Le SOC, un projet au moins aussi organisationnel que technique

Si beaucoup de centres opérationnels échouent à donner toute leur valeur, c’est souvent à cause d’une approche centrée sur les outils technologiques plutôt que sur les risques.

Cet article se trouve également dans ce contenu premium en téléchargement : Information Sécurité: Le SOC, de plus en plus répandu mais difficile à maîtriser

Les entreprises sont de plus en plus nombreuses à s’équiper d’un centre opérationnel de sécurité (SOC). Un hasard ? Pas vraiment.

Dans certaines organisations, la réglementation en fait un passage obligé. On pense aux opérateurs d’importance vitale. Ou à la future directive européenne NIS qui va ap­porter de nouvelles obligations à un éventail plus large d’organisations. Sans oublier le règlement européen sur la protection des données personnelles.

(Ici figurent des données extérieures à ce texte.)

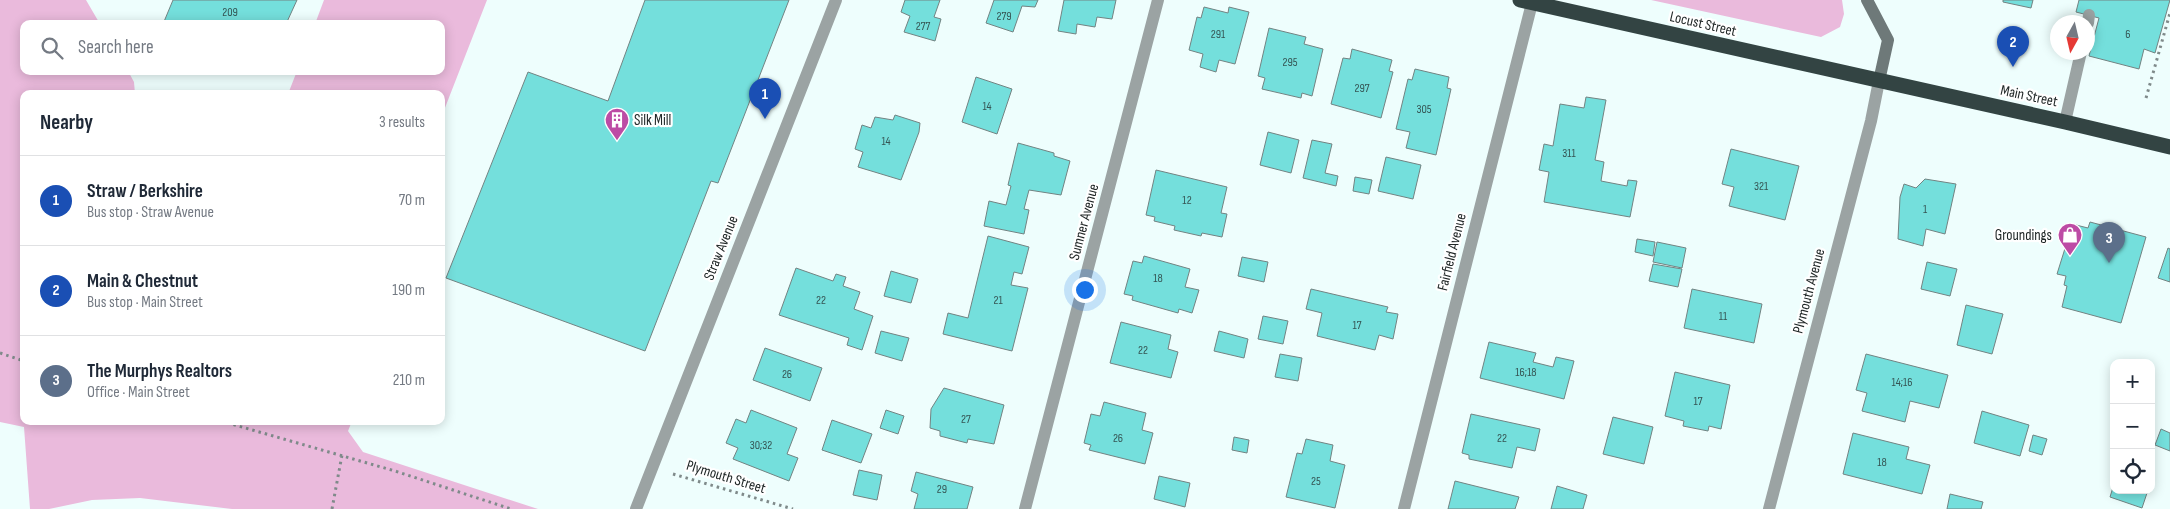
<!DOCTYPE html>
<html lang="en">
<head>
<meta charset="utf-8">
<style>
  :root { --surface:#fff; --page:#f2f2f3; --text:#1f2937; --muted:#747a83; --line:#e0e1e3; --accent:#bd4ba5 }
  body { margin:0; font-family:"Sofia Sans Condensed",sans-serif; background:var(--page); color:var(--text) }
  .controls { position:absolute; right:15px; bottom:15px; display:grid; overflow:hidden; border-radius:10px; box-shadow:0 2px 12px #0003 }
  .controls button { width:45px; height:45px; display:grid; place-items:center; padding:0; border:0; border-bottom:1px solid var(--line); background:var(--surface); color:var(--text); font:25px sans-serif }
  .compass { position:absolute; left:2050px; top:15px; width:45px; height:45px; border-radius:50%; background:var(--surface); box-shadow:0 2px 12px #0003; rotate:188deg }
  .you { position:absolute; left:1084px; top:289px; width:18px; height:18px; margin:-12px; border:4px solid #fff; border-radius:50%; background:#1a73e8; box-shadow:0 0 0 8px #1a73e833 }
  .badge { display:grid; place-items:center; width:32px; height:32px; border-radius:50%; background:var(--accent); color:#fff; font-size:16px; font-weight:700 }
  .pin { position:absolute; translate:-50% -41px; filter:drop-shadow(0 1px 2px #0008) }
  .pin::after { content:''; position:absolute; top:26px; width:18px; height:15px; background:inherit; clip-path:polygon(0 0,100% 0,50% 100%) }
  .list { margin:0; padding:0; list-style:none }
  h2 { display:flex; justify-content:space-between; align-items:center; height:65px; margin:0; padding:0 20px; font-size:21px }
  h2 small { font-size:16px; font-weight:400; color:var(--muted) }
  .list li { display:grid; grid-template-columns:32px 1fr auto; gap:15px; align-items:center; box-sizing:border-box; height:90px; padding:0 20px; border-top:1px solid var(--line) }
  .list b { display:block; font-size:19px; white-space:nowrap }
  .list p { margin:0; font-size:16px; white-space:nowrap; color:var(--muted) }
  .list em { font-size:16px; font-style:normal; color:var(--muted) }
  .icon { flex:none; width:28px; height:28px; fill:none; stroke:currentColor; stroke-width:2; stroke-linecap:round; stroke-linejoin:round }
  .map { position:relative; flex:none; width:2170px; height:509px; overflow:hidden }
  .search { position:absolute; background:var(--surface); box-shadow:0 2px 12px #0003; left:20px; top:20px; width:425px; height:55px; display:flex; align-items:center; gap:12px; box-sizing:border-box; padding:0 18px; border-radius:10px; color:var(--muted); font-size:19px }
  .panel { position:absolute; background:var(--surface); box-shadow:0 2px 12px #0003; left:20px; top:90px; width:425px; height:335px; border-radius:10px }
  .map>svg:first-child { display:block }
  .green { fill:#eabadc }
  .building { fill:#74dfdc; stroke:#728382 }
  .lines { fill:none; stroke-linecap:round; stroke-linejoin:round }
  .path { stroke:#7f8a8a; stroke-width:3; stroke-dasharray:2.5 4; stroke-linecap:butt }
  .lane { stroke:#9ba3a3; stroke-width:12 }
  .street { stroke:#9ba3a3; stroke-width:12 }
  .secondary { stroke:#6e7979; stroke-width:12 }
  .highway { stroke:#334443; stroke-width:15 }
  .labels { text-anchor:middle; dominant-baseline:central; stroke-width:4.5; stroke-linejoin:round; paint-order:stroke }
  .number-label { font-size:12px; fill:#355554 }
  .street-label { font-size:15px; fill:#202727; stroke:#fff }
  .poi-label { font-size:15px; fill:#202727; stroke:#fff; text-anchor:start }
</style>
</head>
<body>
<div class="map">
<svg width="2170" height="509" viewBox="0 0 2170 509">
  <rect width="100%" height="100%" fill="#eefefd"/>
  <path class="green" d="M0,0H86L100,24H24V71H128L134,82L135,94H24V421H352L348,431L363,452L538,509H232L140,498L92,500L49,509H30L24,427L0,422Z
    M324,0H487L441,118V94H288L297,71H441V24H315Z
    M1651,0H1842L1844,14L1840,27L1821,37Z"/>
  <path class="building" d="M173,0H297L286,24H163Z
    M645,0H789L718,183L711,181L645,351L446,278L528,72L608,101Z
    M905,0H940L934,17L941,19L935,41L904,32L910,16L901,12Z
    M994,0H1038L1035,7L1022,6L1013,32L986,23Z
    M1064,0H1116L1112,19L1097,17L1095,27L1077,24L1076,34L1058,31Z
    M2003,0H2033L2031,8L2003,2Z
    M2079,0H2170L2155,53L2144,49L2139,69L2089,56L2099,18L2076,12Z
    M1204,7L1228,13L1229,7L1249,12L1235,64L1219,60L1216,72L1200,67L1203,54L1189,50L1197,17L1201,18Z
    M1269,28L1306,37L1304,44L1323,49L1312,96L1302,93L1301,98L1262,89L1265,78L1258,76Z
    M1352,49L1392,60L1389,71L1393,72L1381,118L1331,104L1343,58L1350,59Z
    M1415,69L1449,77L1447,88L1451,89L1436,155L1406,148L1410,132L1396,129L1408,79L1412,80Z
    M976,77L1012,89L997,134L962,122Z
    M1586,97L1606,100L1595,160L1604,162L1601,181L1627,186L1628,180L1637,181L1630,217L1544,202L1549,172L1539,170L1544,144L1553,146L1560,104L1584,108Z
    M895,115L920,123L919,132L901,180L858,167L863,152L855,149L862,125L871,128L875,117L893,120Z
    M1268,132L1299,140L1291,173L1260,165Z
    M1312,140L1332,144L1325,173L1338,176L1336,186L1303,178Z
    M1018,143L1054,153V156L1070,161L1061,195L1029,190L1024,209L1029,210L1024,234L984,226L989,201L1006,205L1011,186L1008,185Z
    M1731,149L1799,166L1785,220L1729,206L1734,187L1722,184Z
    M1386,157L1421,165L1413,199L1378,191Z
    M1156,170L1227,187L1221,213L1227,214L1222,237L1202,233L1201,236L1174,230L1175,226L1154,221L1155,217L1146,215Z
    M1355,177L1372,180L1369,194L1353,191Z
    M1925,179L1956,184L1945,234L1926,229L1923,246L1898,239L1900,197L1904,184L1916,188Z
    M2090,222L2146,237L2121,323L2062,307L2067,286L2064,285L2066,276L2057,274L2067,242L2071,243L2076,225L2088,228Z
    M988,236L1029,247L1022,274L1014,272L1011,285L1028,288L1012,351L943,334L948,313L968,318Z
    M1637,239L1655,242L1653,256L1635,252Z
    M1657,242L1686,248L1682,268L1653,262Z
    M2168,248L2170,249V282L2158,278Z
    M1144,256L1190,269L1185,287L1199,290L1192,313L1179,309L1178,313L1132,300L1133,296L1124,294L1133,261L1142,263Z
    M1242,257L1268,262L1264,282L1238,276Z
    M1927,262L1957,269L1950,296L1921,289Z
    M1653,264L1682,269L1678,287L1649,281Z
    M796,268L833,281L836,274L846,277L843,286L860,292L854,309L873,316L862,350L847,345L849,338L779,315Z
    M891,271L918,279L911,303L884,296Z
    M1311,289L1388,307L1386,312L1398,314L1393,339L1379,335L1375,350L1317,336L1322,313L1306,309Z
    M1692,289L1762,304L1754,343L1684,328Z
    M1966,305L2003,314L1992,354L1957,345Z
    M1263,316L1288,321L1283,344L1258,339Z
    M1121,322L1171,335L1168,349L1178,352L1171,378L1110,363Z
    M881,331L909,338L902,361L875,353Z
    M1219,331L1248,339L1244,358L1214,351Z
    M1489,342L1536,353L1533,362L1553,367L1556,357L1574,361L1564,399L1480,378Z
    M765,348L822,368L810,401L753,380Z
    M1280,354L1302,358L1298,381L1275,377Z
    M1866,354L1948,375L1939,408L1910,401L1905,422L1862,411L1867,393L1856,390Z
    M1675,372L1730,385L1721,429L1709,426L1708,431L1683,426L1684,421L1665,416Z
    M944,388L1004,405L994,444L968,439L967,443L940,436V431L930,428L931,409Z
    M1104,402L1146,413L1142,430L1153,433L1145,464L1089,450L1091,445L1084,443L1091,414L1100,416Z
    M751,410L797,428L787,454L798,458L789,481L733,459L738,448L726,443L736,419L746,423Z
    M886,410L904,416L898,434L880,428Z
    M1982,411L2029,425L2020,456L1974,443Z
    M1471,414L1540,429L1535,451L1517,447L1512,468L1469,459V455L1462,453Z
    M1613,417L1653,427L1644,464L1603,454Z
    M832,420L872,434L861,463L822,450Z
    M2161,429L2170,433V451L2155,445Z
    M1853,433L1909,447L1906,459L1930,465L1922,494L1843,474Z
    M2033,435L2047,439L2042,455L2029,451Z
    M1234,437L1249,440L1247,453L1232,450Z
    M1306,439L1333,445L1330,461L1345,465L1335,508L1286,497L1297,453L1302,454Z
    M859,470L882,475L877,500L853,495Z
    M916,472L973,487L967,509H914L918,494L911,491Z
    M1159,476L1190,483L1185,507L1154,499Z
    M1455,481L1519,497L1515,509H1448Z
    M2114,484V490H2148L2142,508L2110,497Z
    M1557,486L1587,495L1583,509H1551Z
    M1950,494L1983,502L1981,509H1947Z"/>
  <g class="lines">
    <path class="path" d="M2146,98L2170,13
      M0,353L24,361
      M221,421L395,471L511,509
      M673,474L793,509
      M332,509L342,455"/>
    <path class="lane" d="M2088,23L2089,15
      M2065,122L2081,52"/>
    <path class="street" d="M636,509L836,0
      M1025,509L1158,0
      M1404,509L1532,3
      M1769,509L1871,121L1879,81"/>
    <path class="secondary" d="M1867,0L1888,40L1879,81"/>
    <path class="highway" d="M1520,0L2065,122L2170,147"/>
  </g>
  <defs>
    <symbol id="building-pin" viewBox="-11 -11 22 30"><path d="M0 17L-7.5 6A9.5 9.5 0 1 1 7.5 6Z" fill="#bd4ba5" stroke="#fff"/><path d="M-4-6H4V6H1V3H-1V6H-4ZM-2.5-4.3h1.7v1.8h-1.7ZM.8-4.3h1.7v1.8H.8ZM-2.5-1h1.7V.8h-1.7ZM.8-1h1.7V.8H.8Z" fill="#fff"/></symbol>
    <symbol id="shop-pin" viewBox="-11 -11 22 30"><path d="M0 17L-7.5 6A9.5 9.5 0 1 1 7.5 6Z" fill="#bd4ba5" stroke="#fff"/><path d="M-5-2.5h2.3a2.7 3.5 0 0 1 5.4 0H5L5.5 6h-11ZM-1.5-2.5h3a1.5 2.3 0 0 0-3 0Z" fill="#fff"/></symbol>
  </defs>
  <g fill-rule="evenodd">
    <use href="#building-pin" x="603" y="106" width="28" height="38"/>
    <use href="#shop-pin" x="2056" y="221" width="28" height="38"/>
  </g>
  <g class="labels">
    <g class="number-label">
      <text x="230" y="12">209</text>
      <text x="1004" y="16">279</text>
      <text x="923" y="26">277</text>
      <text x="1218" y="34">291</text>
      <text x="2128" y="34">6</text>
      <text x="1290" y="62">295</text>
      <text x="1362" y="88">297</text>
      <text x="987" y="106">14</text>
      <text x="1424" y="109">305</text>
      <text x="886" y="141">14</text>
      <text x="1569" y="153">311</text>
      <text x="1761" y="186">321</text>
      <text x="1187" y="200">12</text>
      <text x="1925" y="209">1</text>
      <text x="1158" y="278">18</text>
      <text x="821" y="300">22</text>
      <text x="998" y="300">21</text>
      <text x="1723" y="316">11</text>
      <text x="1357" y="325">17</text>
      <text x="1143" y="350">22</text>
      <text x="1526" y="372">16;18</text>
      <text x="787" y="374">26</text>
      <text x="1902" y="382">14;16</text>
      <text x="1698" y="401">17</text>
      <text x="966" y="419">27</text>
      <text x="1118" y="438">26</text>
      <text x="1502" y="438">22</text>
      <text x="761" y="445">30;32</text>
      <text x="1882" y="462">18</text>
      <text x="1316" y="481">25</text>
      <text x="942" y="489">29</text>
    </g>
    <g class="street-label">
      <text transform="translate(1703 24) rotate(13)">Locust Street</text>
      <text transform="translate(2029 96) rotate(12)">Main Street</text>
      <text transform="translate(1084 222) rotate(-75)">Sumner Avenue</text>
      <text transform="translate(721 248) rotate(-68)">Straw Avenue</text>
      <text transform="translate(1452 252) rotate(-76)">Fairfield Avenue</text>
      <text transform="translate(1809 291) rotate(-75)">Plymouth Avenue</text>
      <text transform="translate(726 477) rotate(17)">Plymouth Street</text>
    </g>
    <g class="poi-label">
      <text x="634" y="120">Silk Mill</text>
      <text x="2052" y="235" text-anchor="end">Groundings</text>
    </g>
  </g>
</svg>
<div class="controls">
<button>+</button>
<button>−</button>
<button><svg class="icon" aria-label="locate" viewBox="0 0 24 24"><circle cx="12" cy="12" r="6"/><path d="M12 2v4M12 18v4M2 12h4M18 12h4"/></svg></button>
</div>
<svg class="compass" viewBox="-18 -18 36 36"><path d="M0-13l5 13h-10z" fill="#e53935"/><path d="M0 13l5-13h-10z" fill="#747a83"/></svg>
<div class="you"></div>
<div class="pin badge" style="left:765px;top:119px;background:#1a4fb4">1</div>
<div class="pin badge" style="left:2013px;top:67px;background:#1a4fb4">2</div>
<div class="pin badge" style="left:2109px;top:263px;background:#5c6f8a">3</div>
<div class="search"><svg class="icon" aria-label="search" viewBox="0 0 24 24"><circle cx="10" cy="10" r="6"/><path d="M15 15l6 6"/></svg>Search here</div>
<section class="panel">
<h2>Nearby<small>3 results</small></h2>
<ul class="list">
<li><span class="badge" style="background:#1a4fb4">1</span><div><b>Straw / Berkshire</b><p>Bus stop · Straw Avenue</p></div><em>70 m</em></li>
<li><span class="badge" style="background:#1a4fb4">2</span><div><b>Main &amp; Chestnut</b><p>Bus stop · Main Street</p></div><em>190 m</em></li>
<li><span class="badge" style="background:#5c6f8a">3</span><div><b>The Murphys Realtors</b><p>Office · Main Street</p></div><em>210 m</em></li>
</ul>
</section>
</div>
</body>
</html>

En somme, le SOC s’impose comme élément critique de la cybersécurité, comme un cockpit indispensable pour assurer la supervision d’une infrastructure, contre les menaces internes et externes.

Et pourtant, beaucoup échouent à surveiller effective­ment les menaces existantes et émergentes. Selon une récente de HPE, huit SOC sur dix sont en-deçà du niveau de maturité nécessaire : ils n’atteignent pas le niveau où les opérations sont « bien définies, évaluées de manière subjective et flexibles ». La méthodologie retenue par HPE et son échantillon peuvent prêter à discussion, mais force est de reconnaître que son étude n’est pas la seule à aboutir à cette conclusion.

A l’automne dernier, SecuriView a présenté les résul­tats d’un sondage de 33 utilisateurs de SOC en France. L’approche de Stéphane Dahan, son président, était sim­ple : « beaucoup d’entreprises sont dans le brouillard pour leurs projets SOC. Il existe, certes, une littérature dense pour leur mise en place, mais pas pour leur exploita­tion ». D’où l’idée de collecter des témoignages, pour dé­gager des tendances, sur toutes les phases d’un tel projet, depuis sa conception jusqu’à son exploitation.

Son premier constat est sans ambiguïté. « Beaucoup de choses sont faites sans maturité ». De quoi effectivement produire beaucoup de déconvenues.

Dans le détail, Stéphane Dahan explique que les projets SOC sont souvent initiés de manière isolée par le RSSI, sans soutien de la direction générale, ni de la gestion du risque, ni du juridique, et encore moins des métiers.

Les conséquences, lorsque le projet prend forme après, parfois, des années de réflexion, sont sans surprise. Il s’agit alors d’impliquer des tiers, à commencer par les métiers, la production. Mais pour eux, « c’est alors une charge de travail qui n’était pas prévue, qui n’a pas été an­ticipée ».

Et ce qui peut être perçu comme imposé brutalement, fait souvent grincer quelques dents. « Les phases de con­struction traînent, avec beaucoup d’équivalents temps plein qui n’avaient pas été provisionnés ». Dès lors, les budgets prévus s’avèrent, en définitive, trop serrés.

Souvent également, les entreprises apparaissent se lancer seules, sans recourir à une prestation d’assistance à maî­trise d’ouvrage, dans des projets plus construits autour d’un système de gestion des informations et des événe­ments de sécurité (SIEM) que d’une réflexion sur les ris­ques. De quoi, là encore, trahir un manque de maturité.

Parce qu’en fait, si le SOC s’appuie sur des outils tech­niques, il n’est que le bras d’une politique de sécurité du système d’information claire, précisément définie avec les métiers, sur la base d’une analyse des risques concernant l’organisation.

Le tout s’articulant autour de processus rigoureux pour la réponse aux incidents. De quoi souligner, si c’était nécessaire, qu’un projet SOC comporte une composante organisationnelle au moins aussi importante que sa com­posante technique.